Статья не остановила падения Гермогена. Отказ епископа подчиниться императорской воле привел лишь к тому, что 17 января он был уволен и от управления епархией. За неповиновение его наказали ссылкой в Жировицкий монастырь, император отказался отвечать на телеграммы владыки и не принял его. Обер-прокурор Святейшего синода В. К. Саблер получил от Николая II телеграмму владыки, на которой «высочайшей рукой» было написано, что архиерей должен немедленно удалиться из столицы. Пресса своими нападками на Распутина все больше и больше вызывала недовольство самодержца, но остановить поток разоблачений было невозможно. В свою очередь, разоблачения только способствовали росту всевозможных слухов, в которых истина переплеталась с вымыслом. Вновь пошли разговоры о «сектантстве» Распутина, заставившие Николая II лично распорядиться об ознакомлении председателя Государственной думы с делом о принадлежности «старца» к хлыстам.

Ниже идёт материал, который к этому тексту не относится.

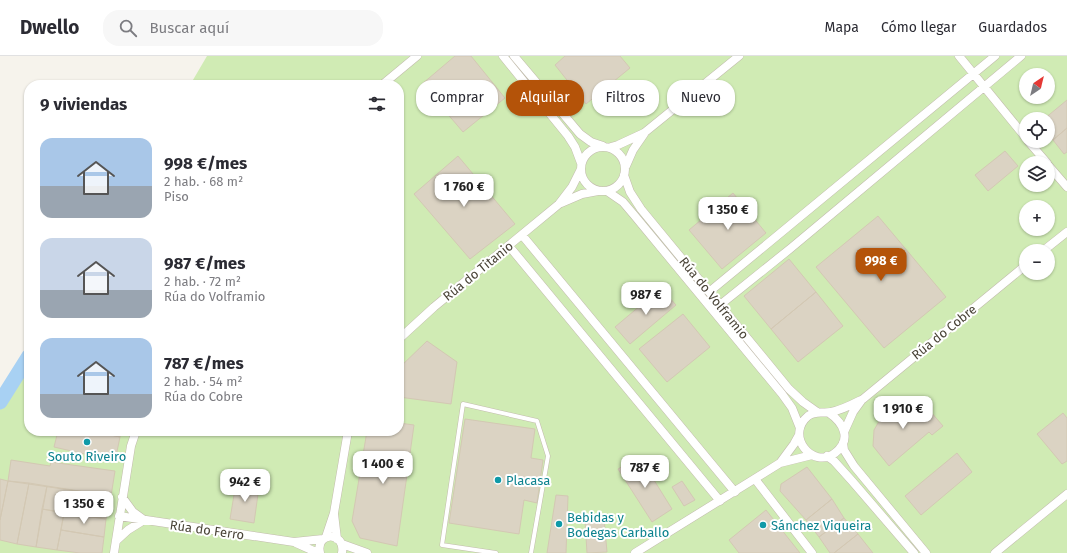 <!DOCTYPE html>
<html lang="es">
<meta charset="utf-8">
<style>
:root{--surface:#fff;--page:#f7f7f7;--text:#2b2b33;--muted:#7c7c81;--line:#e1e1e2;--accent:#b45309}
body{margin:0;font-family:"Fira Sans",sans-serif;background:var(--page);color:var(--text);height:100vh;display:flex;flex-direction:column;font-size:15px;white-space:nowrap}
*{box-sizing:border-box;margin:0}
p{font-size:13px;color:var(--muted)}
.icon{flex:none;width:22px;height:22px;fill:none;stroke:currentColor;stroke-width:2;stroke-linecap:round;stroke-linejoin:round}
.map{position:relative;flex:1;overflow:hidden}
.panel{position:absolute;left:24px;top:24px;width:380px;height:356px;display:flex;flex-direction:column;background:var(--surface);border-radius:16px;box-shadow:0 1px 3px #0004}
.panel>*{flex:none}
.top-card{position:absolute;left:416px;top:24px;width:380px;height:36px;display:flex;gap:8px}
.needle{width:26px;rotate:35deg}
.tools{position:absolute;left:1019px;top:12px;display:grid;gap:8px}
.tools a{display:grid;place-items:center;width:36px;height:36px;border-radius:50%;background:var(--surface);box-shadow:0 1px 3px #0004;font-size:20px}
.price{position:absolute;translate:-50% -34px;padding:0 9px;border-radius:8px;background:#fff;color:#222;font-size:13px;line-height:26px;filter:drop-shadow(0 1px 2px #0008)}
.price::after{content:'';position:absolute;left:50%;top:24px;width:12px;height:9px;margin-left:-6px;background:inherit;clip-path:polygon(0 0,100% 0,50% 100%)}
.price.active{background:var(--accent);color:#fff}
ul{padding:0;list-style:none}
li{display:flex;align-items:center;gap:12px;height:100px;padding:0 16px}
li span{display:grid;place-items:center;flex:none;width:112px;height:80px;border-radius:12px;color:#555}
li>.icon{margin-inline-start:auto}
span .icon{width:48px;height:48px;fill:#fffc;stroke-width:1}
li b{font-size:17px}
h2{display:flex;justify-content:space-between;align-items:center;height:48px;padding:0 16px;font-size:17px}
.tag{padding:0 14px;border-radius:16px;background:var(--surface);box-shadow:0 1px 3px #0004;font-size:14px;line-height:36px}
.tag.active{background:var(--accent);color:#fff}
header{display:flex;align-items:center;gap:24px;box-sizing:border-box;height:56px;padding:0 20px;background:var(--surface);border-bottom:1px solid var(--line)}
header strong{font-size:19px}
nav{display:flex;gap:22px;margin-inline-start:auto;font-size:14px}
.search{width:280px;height:36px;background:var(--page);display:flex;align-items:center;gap:10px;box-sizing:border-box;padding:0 14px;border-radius:16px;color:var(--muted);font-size:15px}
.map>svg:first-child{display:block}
</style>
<header>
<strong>Dwello</strong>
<div class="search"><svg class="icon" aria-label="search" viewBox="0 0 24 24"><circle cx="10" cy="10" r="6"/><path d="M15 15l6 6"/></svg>Buscar aquí</div>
<nav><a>Mapa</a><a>Cómo llegar</a><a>Guardados</a></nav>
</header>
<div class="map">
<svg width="1067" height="497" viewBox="0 0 1067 497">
<rect width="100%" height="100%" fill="#f6f3ec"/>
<!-- green -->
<path fill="#d0ebb4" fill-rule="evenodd" d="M 207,0 L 1067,0 L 1067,497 L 0,497 L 0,353 L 29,305 L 29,375 L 399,375 L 399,29 L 190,29 ZM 1026,19 L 1048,19 L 1048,41 L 1026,41 ZM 1026,63 L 1048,63 L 1048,85 L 1026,85 ZM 1026,107 L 1048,107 L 1048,129 L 1026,129 ZM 1026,151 L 1048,151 L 1048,173 L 1026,173 ZM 1026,195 L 1048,195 L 1048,217 L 1026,217 Z"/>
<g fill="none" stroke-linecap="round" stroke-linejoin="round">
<!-- river -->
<path stroke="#a8d1f3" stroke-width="15" d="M 0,346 L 29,300"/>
</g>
<!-- building -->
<path fill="#dbd3c3" stroke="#d3c8b3" d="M 455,0 L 471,0 L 505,42 L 463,76 L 422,28 Z
M 565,0 L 620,0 L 630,12 L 586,48 L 555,9 Z
M 1067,44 L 1067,72 L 1053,84 L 1048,78 L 1048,63 L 1044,63 Z
M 1067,72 L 1067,96 L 1064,98 L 1053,84 Z
M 1005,95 L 1018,110 L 988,135 L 975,119 Z
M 458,100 L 515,168 L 470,203 L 414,138 Z
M 733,137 L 766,177 L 722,213 L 689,174 Z
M 878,160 L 946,241 L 884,292 L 816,211 Z
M 789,203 L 816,236 L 771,273 L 744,240 Z
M 661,232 L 676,249 L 630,288 L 615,271 Z
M 816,236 L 843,270 L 798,306 L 771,273 Z
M 683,258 L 710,291 L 667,326 L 639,293 Z
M 427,285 L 457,306 L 451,348 L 399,341 L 399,312 Z
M 906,342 L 916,354 L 924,348 L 943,370 L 932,379 L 929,376 L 889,410 L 873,390 L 874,374 L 881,362 Z
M 1063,357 L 1067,362 L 1067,405 L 1062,408 L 1037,378 Z
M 465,363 L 535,373 L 531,402 L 543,404 L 537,447 L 524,444 L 519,478 L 449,467 Z
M 399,367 L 414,369 L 397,490 L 360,482 L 352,465 L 367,375 L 399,375 Z
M 58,375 L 93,375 L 120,381 L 115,405 L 54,391 Z
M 93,375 L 121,375 L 120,381 Z
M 957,397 L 972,416 L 921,459 L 905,440 Z
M 639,400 L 672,453 L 652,466 L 618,413 Z
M 11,404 L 50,410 L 51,406 L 115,415 L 111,440 L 8,425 Z
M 807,411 L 832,443 L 806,464 L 780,435 L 781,428 Z
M 0,423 L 8,425 L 0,464 Z
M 8,425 L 29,427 L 17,488 L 0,484 L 0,464 Z
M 682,425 L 695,444 L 684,450 L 672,431 Z
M 29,427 L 47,430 L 36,491 L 17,488 Z
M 236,427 L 259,431 L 254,467 L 230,463 Z
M 47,430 L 111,440 L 106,463 L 42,453 Z
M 556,439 L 568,440 L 566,497 L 547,497 Z
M 832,443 L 844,462 L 819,481 L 806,464 Z
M 42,453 L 64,457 L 57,494 L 36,491 Z
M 766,454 L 800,497 L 739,497 L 729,484 Z
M 64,457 L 106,463 L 104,481 L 61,474 Z
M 844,462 L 858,478 L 834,497 L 830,497 L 819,481 Z
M 604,463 L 607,496 L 587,497 L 585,465 Z
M 61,474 L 104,481 L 102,497 L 80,497 L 57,494 Z
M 858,478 L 873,497 L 834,497 Z"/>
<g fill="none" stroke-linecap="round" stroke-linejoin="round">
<!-- lane casing -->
<g stroke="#c2bcad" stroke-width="5">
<path id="lane" d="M 496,497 L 442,489 L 463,348 L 537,365 L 548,400 L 531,497"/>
</g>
<!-- street casing -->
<g stroke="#c2bcad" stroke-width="9">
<path id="street" d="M 503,0 L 568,80 L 575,91 L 581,107
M 514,0 L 580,78 L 591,86 L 603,90
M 959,0 L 1026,82
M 382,29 L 417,0
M 1028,85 L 1047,107
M581 113a22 22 0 1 1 44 0a22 22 0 1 1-44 0Z
M 611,91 L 618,89 L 644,77 L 739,0
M 1048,109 L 1067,131
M 626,110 L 633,94 L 644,78
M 624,119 L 630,136 L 641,153 L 789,333 L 803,346 L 817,356
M 607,135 L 623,146 L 634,159 L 782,338 L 792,352 L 800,372
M 561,147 L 582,138 L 598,135
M 522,179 L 735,436
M 509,190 L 720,445
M 1043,195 L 1067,176
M 709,236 L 995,0
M 720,249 L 791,192 L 1021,0
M 399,283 L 434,251 L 559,148 L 572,131 L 580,115
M 829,357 C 844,367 852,384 835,397 C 812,414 785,379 808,360 C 816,354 823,358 831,356 C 842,354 853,348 863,343 L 1026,209
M 844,376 L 853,356 L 861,345
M 843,387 L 844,394 L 854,410 L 926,497
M 827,400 L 834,405 L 852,425 L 914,497
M 780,407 L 794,388 L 799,379
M 755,423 L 812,497
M 334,458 L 337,483
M 119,460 L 294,486 L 323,483
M 326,481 L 334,457 L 348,375
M 116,485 L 128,474 L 144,464 L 133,456 L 122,441
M 296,487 L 318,497
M 342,488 L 367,497
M 114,497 L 131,390 L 136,375
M 320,497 C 315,475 346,475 342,497
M 635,497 L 780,407 L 812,399
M 995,497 L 1067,438"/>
</g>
<!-- lane -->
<use href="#lane" stroke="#fff" stroke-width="4"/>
<!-- street -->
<use href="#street" stroke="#fff" stroke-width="8"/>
</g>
<!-- markers -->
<g fill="#0f9aa8" stroke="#fff" stroke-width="1.5">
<circle cx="87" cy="386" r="4"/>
<circle cx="498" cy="424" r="4"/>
<circle cx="559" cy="468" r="4"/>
<circle cx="763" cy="469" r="4"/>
</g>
<g text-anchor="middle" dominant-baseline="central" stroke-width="4" stroke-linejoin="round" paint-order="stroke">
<!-- street labels -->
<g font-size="13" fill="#4b4539" stroke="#fff">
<text transform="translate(478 215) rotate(-39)">Rúa do Titanio</text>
<text transform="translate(714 242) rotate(51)">Rúa do Volframio</text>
<text transform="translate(944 276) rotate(-39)">Rúa do Cobre</text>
<text transform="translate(207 474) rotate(8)">Rúa do Ferro</text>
</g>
<!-- culture labels -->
<g font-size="13" fill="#0d838f" stroke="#fff" text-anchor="start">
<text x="87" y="400" text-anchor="middle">Souto Riveiro</text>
<text x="506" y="424">Placasa</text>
<text x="567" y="461">Bebidas y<tspan x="567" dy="15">Bodegas Carballo</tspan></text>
<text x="771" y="469">Sánchez Viqueira</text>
</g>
</g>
</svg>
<div class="tools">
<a><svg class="needle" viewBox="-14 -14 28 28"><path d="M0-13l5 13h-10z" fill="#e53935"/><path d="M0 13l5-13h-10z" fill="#7c7c81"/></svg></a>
<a><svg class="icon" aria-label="locate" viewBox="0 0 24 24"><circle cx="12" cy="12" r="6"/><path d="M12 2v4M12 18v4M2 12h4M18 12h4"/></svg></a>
<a><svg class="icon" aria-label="layers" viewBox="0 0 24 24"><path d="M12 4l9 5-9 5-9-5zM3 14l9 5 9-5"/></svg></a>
<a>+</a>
<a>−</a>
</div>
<b class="price" style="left:464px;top:152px">1 760 €</b>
<b class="price" style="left:728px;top:175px">1 350 €</b>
<b class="price active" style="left:881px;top:226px">998 €</b>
<b class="price" style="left:646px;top:260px">987 €</b>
<b class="price" style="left:903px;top:374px">1 910 €</b>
<b class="price" style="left:383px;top:429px">1 400 €</b>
<b class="price" style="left:645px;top:433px">787 €</b>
<b class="price" style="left:245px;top:447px">942 €</b>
<b class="price" style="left:84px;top:469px">1 350 €</b>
<div class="top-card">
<a class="tag">Comprar</a>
<a class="tag active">Alquilar</a>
<a class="tag">Filtros</a>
<a class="tag">Nuevo</a>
</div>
<section class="panel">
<h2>9 viviendas<svg class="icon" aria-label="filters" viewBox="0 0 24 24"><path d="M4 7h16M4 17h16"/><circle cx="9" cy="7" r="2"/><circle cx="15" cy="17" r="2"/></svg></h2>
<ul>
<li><span style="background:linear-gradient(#a9c7e8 60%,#9aa5b1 0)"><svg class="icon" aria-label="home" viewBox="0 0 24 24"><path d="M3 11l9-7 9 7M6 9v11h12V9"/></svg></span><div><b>998 €/mes</b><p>2 hab. · 68 m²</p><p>Piso</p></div></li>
<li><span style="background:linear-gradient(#c9d6e8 65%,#9aa5b1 0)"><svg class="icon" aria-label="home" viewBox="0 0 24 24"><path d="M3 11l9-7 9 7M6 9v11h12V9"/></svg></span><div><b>987 €/mes</b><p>2 hab. · 72 m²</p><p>Rúa do Volframio</p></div></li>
<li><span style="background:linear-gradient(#a9c7e8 70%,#9aa5b1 0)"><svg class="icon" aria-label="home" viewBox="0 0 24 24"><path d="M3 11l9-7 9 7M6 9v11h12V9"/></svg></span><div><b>787 €/mes</b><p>2 hab. · 54 m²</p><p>Rúa do Cobre</p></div></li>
</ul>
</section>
</div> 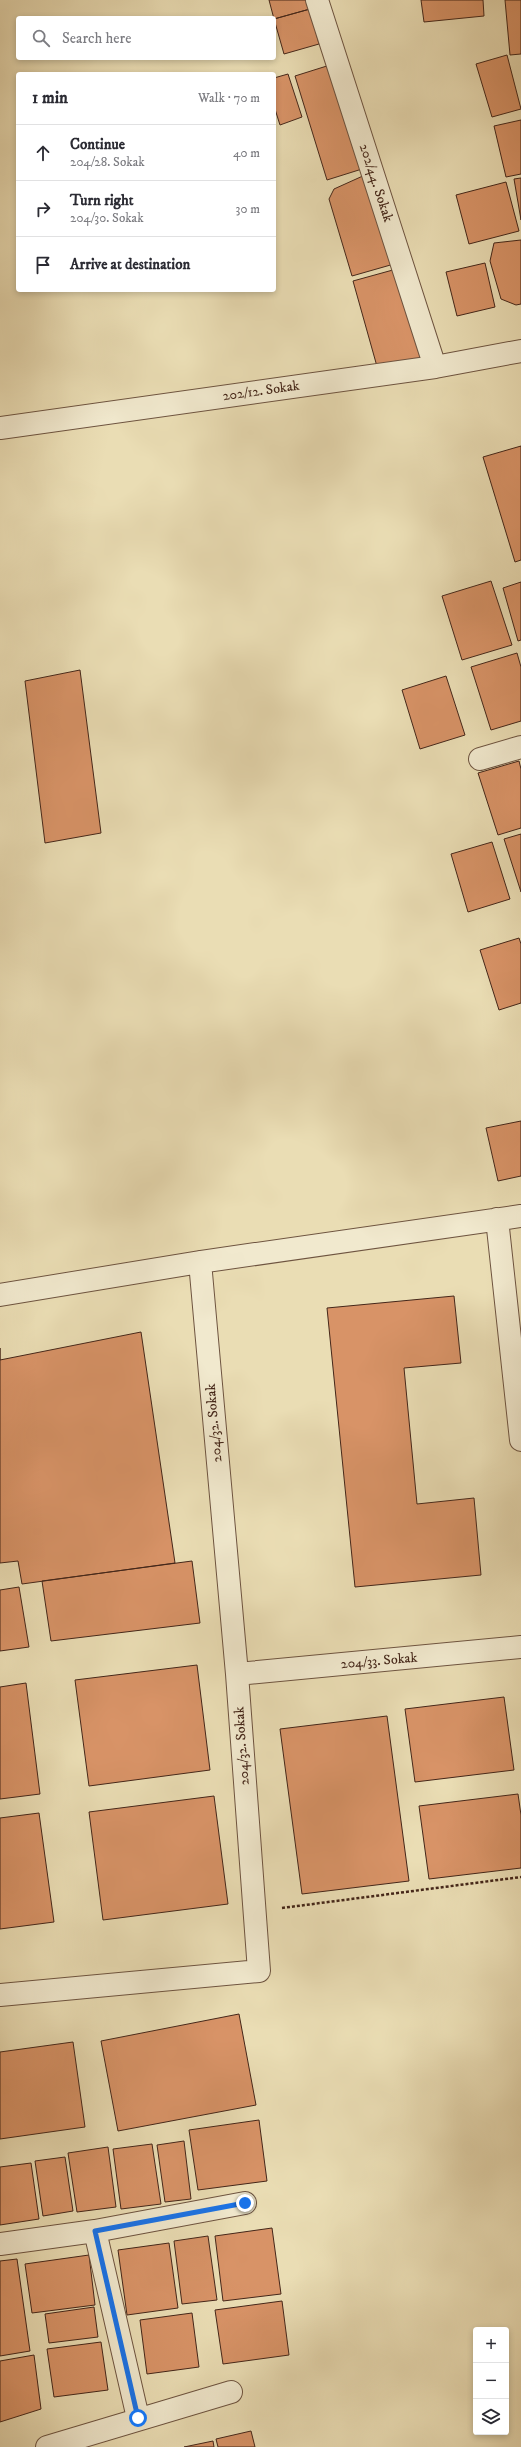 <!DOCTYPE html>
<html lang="en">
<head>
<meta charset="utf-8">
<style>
  body { margin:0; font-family:"IM FELL DW Pica",serif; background:#f2f2f3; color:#2b2b33 }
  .controls { position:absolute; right:12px; bottom:12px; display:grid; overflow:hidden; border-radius:4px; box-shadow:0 2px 6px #0003 }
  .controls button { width:36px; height:36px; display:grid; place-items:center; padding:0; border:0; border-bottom:1px solid #e1e1e2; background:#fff; color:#2b2b33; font:20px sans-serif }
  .stop { position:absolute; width:12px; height:12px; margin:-9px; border:3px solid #1a73e8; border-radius:50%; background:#fff }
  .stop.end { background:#1a73e8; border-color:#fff; box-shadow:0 1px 4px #0008 }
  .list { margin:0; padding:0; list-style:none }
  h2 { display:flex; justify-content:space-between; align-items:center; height:52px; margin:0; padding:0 16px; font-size:17px }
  h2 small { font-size:13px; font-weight:400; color:#7c7c81 }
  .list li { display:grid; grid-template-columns:26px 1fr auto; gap:12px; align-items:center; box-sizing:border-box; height:56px; padding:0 16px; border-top:1px solid #e1e1e2 }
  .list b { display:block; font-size:15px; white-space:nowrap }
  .list p { margin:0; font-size:13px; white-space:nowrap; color:#7c7c81 }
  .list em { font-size:13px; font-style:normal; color:#7c7c81 }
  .icon { flex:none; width:22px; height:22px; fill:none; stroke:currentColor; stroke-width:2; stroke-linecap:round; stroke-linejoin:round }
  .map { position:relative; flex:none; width:521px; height:2447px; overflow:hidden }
  .search { position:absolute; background:#fff; box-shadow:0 2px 6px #0003; left:16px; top:16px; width:260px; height:44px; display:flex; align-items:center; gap:10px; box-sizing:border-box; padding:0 14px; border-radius:4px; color:#7c7c81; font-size:15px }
  .panel { position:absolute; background:#fff; box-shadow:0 2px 6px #0003; left:16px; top:72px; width:260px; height:220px; border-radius:4px }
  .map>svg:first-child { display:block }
</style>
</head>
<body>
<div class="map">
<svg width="521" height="2447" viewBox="0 0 521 2447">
  <rect width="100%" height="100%" fill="#eaddb4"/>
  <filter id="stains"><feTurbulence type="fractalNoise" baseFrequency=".005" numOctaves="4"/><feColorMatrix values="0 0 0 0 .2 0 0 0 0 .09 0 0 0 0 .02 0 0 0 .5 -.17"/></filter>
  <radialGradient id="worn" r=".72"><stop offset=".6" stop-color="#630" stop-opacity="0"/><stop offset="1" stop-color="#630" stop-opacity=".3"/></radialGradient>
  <!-- building -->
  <path fill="#d89367" stroke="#442619" d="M 269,0 L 308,0 L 310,9 L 274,19 Z
    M 421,0 L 483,0 L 484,16 L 424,22 Z
    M 505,0 L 521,0 L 521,54 L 510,55 Z
    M 310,9 L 319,44 L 284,54 L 274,19 Z
    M 507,55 L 521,109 L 492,117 L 476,64 Z
    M 330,65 L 362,169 L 327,180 L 295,76 Z
    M 288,74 L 302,117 L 280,125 L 274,106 L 274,78 Z
    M 521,120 L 521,174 L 506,177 L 494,126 Z
    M 365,175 L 394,264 L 352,276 L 329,199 L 334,189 Z
    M 521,178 L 521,220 L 514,179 Z
    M 506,182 L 519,231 L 469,244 L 456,195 Z
    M 521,240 L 521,304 L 516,305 L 501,299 L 490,261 L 494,243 Z
    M 485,263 L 495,307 L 457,316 L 446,272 Z
    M 400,268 L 430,364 L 378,370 L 353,281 Z
    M 521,446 L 521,560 L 515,562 L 483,457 Z
    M 491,581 L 512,645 L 462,660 L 442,596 Z
    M 521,582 L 521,640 L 518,641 L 503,588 Z
    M 517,653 L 521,667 L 521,721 L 491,730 L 471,667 Z
    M 80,670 L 101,833 L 45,843 L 25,681 Z
    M 446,676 L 465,735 L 420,749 L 402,690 Z
    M 519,761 L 521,769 L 521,828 L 498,835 L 478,773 Z
    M 521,834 L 521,892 L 504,839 Z
    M 492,842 L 510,899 L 468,912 L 451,854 Z
    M 519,938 L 521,944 L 521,1003 L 499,1010 L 480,950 Z
    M 521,1121 L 521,1176 L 498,1181 L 486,1128 Z
    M 454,1296 L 461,1363 L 404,1368 L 417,1504 L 474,1498 L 481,1575 L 355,1587 L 327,1308 Z
    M 141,1332 L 175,1563 L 22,1584 L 18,1561 L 0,1563 L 0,1348 L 0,1360 Z
    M 192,1561 L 200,1623 L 51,1641 L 42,1581 Z
    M 19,1587 L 29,1647 L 0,1651 L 0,1590 Z
    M 197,1665 L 210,1770 L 89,1786 L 75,1680 Z
    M 26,1683 L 40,1794 L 0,1799 L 0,1687 Z
    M 504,1697 L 514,1770 L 415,1782 L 405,1709 Z
    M 387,1716 L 409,1881 L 302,1894 L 280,1729 Z
    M 518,1794 L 521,1815 L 521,1868 L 429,1879 L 419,1806 Z
    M 214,1796 L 228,1904 L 103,1920 L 89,1812 Z
    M 39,1813 L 54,1922 L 0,1929 L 0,1818 Z
    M 239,2014 L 256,2105 L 118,2131 L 101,2041 Z
    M 73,2042 L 85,2127 L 0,2139 L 0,2052 Z
    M 259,2120 L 267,2181 L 198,2190 L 189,2130 Z
    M 184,2141 L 191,2199 L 165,2202 L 157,2145 Z
    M 152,2144 L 161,2204 L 121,2209 L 113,2149 Z
    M 108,2147 L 116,2207 L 77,2212 L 68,2153 Z
    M 65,2157 L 73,2211 L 43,2216 L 35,2161 Z
    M 31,2163 L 39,2219 L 0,2225 L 0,2167 Z
    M 272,2228 L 281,2294 L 223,2301 L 215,2236 Z
    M 208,2236 L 217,2300 L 182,2304 L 174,2241 Z
    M 169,2243 L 178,2308 L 127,2315 L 118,2250 Z
    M 89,2255 L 95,2305 L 32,2313 L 25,2264 Z
    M 17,2259 L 30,2351 L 0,2356 L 0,2261 Z
    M 282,2301 L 289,2355 L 223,2364 L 215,2310 Z
    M 94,2307 L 98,2337 L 49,2343 L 45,2314 Z
    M 192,2313 L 199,2367 L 147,2374 L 140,2320 Z
    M 101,2342 L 108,2390 L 54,2397 L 47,2349 Z
    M 34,2355 L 41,2409 L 0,2422 L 0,2361 Z
    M 251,2431 L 255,2447 L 218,2447 L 216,2439 Z
    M 213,2441 L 214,2447 L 184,2447 Z"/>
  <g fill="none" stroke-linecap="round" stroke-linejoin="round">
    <!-- street casing -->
    <g stroke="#6e5440" stroke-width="24">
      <path id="street" d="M 317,0 L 435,367
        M 0,428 L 435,367 L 521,351
        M 480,759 L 521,747
        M 497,1219 L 521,1440
        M 0,1295 L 200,1262 L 521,1216
        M 237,1674 L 521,1647
        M 0,1995 L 259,1971 L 237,1674 L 200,1262
        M 95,2231 L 138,2418
        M 0,2244 L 95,2231 L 245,2203
        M 47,2447 L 231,2392"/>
    </g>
    <!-- path -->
    <path stroke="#442619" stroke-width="2.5" stroke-dasharray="3 2" stroke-linecap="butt" d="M 282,1908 L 521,1877"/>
    <!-- street -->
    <use href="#street" stroke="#f1e9ce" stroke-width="22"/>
  </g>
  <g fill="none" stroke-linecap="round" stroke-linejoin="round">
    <!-- route -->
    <path stroke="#1a73e8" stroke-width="5" d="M 138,2418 L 95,2231 L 245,2203"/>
  </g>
  <g text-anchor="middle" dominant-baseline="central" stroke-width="4" stroke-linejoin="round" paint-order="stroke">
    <!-- street labels -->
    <g font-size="14" fill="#442619" stroke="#f1e9ce">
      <text transform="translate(376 183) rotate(72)">202/44. Sokak</text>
      <text transform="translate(261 391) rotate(-8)">202/12. Sokak</text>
      <text transform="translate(214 1423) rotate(-95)">204/32. Sokak</text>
      <text transform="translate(379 1661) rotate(-5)">204/33. Sokak</text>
      <text transform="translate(242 1746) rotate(-94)">204/32. Sokak</text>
    </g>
  </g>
  <rect width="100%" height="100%" filter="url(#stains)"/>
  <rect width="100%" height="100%" fill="url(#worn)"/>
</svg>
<div class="controls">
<button>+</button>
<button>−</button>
<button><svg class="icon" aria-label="layers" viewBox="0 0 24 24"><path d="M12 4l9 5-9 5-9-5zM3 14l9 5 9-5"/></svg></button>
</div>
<div class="stop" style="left:138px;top:2418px"></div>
<div class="stop end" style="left:245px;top:2203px"></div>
<div class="search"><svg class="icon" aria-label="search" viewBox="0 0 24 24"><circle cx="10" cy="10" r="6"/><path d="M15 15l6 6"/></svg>Search here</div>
<section class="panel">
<h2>1 min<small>Walk · 70 m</small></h2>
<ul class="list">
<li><svg class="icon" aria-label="ahead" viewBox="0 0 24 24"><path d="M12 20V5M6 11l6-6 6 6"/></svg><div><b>Continue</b><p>204/28. Sokak</p></div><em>40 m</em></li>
<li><svg class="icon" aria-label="right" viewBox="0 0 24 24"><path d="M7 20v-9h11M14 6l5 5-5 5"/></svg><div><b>Turn right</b><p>204/30. Sokak</p></div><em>30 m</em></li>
<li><svg class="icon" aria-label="arrive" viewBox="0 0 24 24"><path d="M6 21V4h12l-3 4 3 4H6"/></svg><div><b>Arrive at destination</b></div></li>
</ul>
</section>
</div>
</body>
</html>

В феврале 1912 года «дело», взятое из архива, передали М. В. Родзянко. Император хотел, чтобы Родзянко, прочитав материалы, высказал ему свое собственное мнение. Результат оказался неожиданный: председатель Государственной думы привлек к изучению «дела» членов Думы Н. П. Шубинского и А. И. Гучкова. Получив 26 февраля 1912 года аудиенцию, Родзянко повел себя как деятель, призванный спасти царя от опасности, исходящей от близости Распутина к престолу. «Общественность» в лице представителей Думы как бы поучала царя, предлагая ему навсегда выгнать «старца». Результат мог быть только один — Николай II понял свою ошибку и никогда впредь этого вопроса с «общественностью» не обсуждал. Ему тем более было неприятно поведение М. В. Родзянко, что в январе 1912 года Дума уже заявила о своем негативном отношении к Распутину. А в марте депутат А. И. Гучков обрушился на церковную власть, которая якобы подчинена Распутину. «Из его речи можно было заключить, — вспоминал митрополит Евлогий (Георгиевский), — что Синод Распутину мирволит, а обер-прокурор всячески добивается его расположения… Состояние Саблера было отчаянное». Скандалы множились, газеты, иногда открыто, иногда используя язык Эзопа, сообщали читателям самые фантастические подробности жизни сибирского странника, среди прочего обвиняя его и в разврате. Эти слухи не были лишены основания: в официальных справках о Распутине, составлявшихся полицией, сообщались даже имена женщин легкого поведения, с которыми «старец» проводил время. Знал ли царь о вольной жизни своего «Друга»? Безусловно. Знала об этом и Александра Федоровна и даже пыталась найти этому нравственное обоснование.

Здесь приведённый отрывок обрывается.